[[ The data open ]]
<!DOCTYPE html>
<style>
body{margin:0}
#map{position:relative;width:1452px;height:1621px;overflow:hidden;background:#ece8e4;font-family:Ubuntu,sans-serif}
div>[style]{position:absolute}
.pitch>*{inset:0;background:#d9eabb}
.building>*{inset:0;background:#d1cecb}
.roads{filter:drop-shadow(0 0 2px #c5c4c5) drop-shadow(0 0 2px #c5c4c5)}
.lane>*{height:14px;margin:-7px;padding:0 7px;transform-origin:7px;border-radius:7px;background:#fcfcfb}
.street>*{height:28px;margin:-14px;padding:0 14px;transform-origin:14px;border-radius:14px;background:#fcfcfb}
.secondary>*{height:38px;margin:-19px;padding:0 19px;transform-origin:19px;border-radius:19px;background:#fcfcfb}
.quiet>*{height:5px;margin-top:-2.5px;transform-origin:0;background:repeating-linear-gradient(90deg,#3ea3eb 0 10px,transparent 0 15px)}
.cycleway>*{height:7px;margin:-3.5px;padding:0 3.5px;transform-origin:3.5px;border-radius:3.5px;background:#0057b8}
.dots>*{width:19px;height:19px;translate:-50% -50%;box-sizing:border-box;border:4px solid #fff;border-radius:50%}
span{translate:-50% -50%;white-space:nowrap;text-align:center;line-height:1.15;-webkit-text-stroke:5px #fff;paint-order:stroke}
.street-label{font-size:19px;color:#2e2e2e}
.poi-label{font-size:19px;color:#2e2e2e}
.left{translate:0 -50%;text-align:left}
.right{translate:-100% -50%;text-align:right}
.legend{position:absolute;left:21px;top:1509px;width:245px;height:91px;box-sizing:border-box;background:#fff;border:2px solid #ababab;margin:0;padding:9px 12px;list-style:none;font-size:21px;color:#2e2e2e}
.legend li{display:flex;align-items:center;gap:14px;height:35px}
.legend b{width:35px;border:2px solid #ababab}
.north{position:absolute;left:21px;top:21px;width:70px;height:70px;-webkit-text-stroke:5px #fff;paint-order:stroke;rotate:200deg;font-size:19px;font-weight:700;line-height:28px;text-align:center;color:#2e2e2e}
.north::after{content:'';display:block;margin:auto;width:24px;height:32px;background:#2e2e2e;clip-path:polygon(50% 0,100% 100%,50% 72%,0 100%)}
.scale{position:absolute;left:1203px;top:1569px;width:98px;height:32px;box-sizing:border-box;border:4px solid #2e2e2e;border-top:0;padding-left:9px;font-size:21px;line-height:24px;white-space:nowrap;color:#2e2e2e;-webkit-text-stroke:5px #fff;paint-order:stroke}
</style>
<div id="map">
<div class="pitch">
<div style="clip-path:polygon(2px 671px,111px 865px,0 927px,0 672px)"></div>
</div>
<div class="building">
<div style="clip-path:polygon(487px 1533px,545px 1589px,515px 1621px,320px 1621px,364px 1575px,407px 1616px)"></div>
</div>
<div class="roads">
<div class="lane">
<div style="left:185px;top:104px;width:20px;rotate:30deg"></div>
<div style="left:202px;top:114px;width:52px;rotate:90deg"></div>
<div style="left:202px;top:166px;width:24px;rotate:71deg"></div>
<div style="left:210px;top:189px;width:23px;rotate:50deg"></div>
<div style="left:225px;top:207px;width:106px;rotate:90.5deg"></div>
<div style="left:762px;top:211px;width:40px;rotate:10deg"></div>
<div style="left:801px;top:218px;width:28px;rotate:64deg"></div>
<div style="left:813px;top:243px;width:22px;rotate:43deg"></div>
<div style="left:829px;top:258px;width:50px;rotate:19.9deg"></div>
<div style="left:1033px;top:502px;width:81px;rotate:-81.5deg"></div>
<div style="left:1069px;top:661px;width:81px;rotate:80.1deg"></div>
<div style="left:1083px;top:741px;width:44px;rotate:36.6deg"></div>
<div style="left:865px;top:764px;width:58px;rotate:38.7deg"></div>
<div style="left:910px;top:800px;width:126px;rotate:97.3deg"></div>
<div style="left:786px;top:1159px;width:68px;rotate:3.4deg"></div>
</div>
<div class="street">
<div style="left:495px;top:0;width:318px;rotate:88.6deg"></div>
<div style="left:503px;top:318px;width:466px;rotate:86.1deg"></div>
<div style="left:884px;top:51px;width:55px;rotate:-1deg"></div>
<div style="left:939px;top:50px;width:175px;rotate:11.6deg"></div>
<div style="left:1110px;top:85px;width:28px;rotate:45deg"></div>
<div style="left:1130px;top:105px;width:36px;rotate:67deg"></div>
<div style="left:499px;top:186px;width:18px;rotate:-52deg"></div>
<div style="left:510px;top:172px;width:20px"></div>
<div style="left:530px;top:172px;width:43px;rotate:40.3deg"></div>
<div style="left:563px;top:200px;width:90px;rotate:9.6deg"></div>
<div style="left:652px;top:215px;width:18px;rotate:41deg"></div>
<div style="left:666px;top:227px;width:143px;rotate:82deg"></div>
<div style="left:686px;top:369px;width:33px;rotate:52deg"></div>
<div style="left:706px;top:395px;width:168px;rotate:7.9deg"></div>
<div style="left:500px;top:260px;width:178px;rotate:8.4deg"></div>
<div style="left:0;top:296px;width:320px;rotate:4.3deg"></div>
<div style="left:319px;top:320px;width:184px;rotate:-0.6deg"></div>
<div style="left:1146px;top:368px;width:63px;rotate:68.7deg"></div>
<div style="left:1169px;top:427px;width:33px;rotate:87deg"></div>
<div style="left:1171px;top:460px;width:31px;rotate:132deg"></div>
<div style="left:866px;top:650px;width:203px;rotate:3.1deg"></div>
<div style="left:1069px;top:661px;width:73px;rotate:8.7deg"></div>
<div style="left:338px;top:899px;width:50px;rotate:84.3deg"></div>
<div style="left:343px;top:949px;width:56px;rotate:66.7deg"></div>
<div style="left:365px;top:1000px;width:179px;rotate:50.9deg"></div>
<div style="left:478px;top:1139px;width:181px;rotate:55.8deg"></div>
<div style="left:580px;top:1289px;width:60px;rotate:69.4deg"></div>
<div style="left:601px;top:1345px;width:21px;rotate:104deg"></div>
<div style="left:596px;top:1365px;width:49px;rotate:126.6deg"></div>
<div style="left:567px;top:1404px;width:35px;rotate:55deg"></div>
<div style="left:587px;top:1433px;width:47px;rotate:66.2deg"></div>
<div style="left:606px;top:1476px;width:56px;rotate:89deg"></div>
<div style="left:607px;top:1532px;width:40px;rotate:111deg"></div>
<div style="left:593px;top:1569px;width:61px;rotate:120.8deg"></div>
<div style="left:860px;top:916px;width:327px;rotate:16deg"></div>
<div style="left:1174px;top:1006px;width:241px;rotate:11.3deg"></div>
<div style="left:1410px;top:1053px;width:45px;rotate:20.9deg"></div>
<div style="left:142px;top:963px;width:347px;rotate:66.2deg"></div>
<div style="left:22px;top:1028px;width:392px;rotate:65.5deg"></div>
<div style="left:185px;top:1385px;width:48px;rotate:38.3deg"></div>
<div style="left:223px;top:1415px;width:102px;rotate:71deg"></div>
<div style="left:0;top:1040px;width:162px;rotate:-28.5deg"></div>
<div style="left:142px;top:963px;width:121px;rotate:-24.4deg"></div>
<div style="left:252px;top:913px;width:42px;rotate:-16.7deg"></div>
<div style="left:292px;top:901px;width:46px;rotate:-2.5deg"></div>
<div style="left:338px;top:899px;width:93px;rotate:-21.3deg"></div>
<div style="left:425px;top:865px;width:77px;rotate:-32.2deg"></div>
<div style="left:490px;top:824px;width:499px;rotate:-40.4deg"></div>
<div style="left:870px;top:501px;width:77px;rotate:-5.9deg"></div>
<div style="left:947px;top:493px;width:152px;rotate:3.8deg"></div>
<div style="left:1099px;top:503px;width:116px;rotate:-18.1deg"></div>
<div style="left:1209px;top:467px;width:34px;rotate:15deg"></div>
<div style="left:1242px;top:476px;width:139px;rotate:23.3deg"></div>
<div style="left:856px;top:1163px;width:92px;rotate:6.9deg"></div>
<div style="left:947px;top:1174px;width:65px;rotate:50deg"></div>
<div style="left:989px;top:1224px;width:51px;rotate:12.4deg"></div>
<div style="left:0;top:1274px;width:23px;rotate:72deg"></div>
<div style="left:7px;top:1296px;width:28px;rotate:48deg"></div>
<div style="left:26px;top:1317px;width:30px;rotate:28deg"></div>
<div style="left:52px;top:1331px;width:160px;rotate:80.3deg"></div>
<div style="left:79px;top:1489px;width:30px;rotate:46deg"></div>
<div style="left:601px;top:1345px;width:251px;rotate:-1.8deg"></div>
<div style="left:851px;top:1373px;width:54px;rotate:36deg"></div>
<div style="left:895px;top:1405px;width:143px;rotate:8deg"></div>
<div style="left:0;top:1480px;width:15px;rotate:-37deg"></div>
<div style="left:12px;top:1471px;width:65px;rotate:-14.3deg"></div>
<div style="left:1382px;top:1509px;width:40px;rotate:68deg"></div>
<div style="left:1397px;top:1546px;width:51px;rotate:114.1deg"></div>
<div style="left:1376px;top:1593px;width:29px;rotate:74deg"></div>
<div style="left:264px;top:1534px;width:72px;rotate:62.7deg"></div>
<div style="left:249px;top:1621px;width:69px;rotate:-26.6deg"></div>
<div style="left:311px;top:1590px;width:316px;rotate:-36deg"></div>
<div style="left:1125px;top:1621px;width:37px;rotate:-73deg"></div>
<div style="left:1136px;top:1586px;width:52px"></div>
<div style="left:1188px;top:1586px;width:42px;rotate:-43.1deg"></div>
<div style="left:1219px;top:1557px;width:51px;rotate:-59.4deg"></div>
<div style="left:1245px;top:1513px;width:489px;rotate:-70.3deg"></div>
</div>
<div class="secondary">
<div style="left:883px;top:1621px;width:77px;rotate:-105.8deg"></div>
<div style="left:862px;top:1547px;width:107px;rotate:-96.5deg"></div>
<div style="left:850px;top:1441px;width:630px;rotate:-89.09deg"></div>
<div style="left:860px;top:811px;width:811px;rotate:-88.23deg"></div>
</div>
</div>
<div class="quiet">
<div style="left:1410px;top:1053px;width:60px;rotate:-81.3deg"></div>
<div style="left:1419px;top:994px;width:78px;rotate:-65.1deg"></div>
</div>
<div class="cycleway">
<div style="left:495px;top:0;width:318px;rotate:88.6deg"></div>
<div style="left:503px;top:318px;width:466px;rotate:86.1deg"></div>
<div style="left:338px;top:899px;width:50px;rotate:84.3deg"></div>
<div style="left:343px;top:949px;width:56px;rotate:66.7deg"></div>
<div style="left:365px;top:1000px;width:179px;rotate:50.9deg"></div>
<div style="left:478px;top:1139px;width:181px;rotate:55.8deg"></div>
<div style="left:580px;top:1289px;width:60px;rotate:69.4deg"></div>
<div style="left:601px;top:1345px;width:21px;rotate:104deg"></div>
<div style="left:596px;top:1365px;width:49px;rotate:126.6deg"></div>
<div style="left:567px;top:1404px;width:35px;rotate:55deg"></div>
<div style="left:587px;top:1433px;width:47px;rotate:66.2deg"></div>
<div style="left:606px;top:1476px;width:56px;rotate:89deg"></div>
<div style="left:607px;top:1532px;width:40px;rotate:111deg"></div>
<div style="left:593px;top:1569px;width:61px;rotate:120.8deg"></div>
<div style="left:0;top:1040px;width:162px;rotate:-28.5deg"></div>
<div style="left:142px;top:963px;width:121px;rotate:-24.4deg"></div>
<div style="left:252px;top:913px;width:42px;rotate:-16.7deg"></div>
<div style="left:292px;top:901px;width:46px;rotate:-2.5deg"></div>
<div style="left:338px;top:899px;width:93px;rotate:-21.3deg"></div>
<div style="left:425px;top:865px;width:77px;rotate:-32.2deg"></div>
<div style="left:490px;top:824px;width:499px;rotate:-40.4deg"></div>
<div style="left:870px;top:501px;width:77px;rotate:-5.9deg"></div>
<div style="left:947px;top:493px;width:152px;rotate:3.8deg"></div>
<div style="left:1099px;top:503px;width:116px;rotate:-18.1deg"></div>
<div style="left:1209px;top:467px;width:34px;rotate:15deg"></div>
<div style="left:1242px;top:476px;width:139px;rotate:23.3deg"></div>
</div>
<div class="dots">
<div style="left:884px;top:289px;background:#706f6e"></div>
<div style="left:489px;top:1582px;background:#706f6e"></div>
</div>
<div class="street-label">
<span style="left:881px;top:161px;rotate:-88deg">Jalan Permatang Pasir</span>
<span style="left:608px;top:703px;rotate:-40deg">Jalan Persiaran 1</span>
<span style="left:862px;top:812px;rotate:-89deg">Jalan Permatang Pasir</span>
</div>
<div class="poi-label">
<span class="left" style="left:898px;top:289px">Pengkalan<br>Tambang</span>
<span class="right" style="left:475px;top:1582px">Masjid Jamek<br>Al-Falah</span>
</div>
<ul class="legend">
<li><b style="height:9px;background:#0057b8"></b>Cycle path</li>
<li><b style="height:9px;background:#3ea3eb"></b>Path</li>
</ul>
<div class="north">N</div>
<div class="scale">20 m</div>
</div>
[[ The data closed ]]
> _Work to be completed_
Write down again the exact lines running from the beginning of the data to the line containing "2px #c5c4c5) drop-shadow(0", with both ends included.

> _Exercise answer_
<!DOCTYPE html>
<style>
body{margin:0}
#map{position:relative;width:1452px;height:1621px;overflow:hidden;background:#ece8e4;font-family:Ubuntu,sans-serif}
div>[style]{position:absolute}
.pitch>*{inset:0;background:#d9eabb}
.building>*{inset:0;background:#d1cecb}
.roads{filter:drop-shadow(0 0 2px #c5c4c5) drop-shadow(0 0 2px #c5c4c5)}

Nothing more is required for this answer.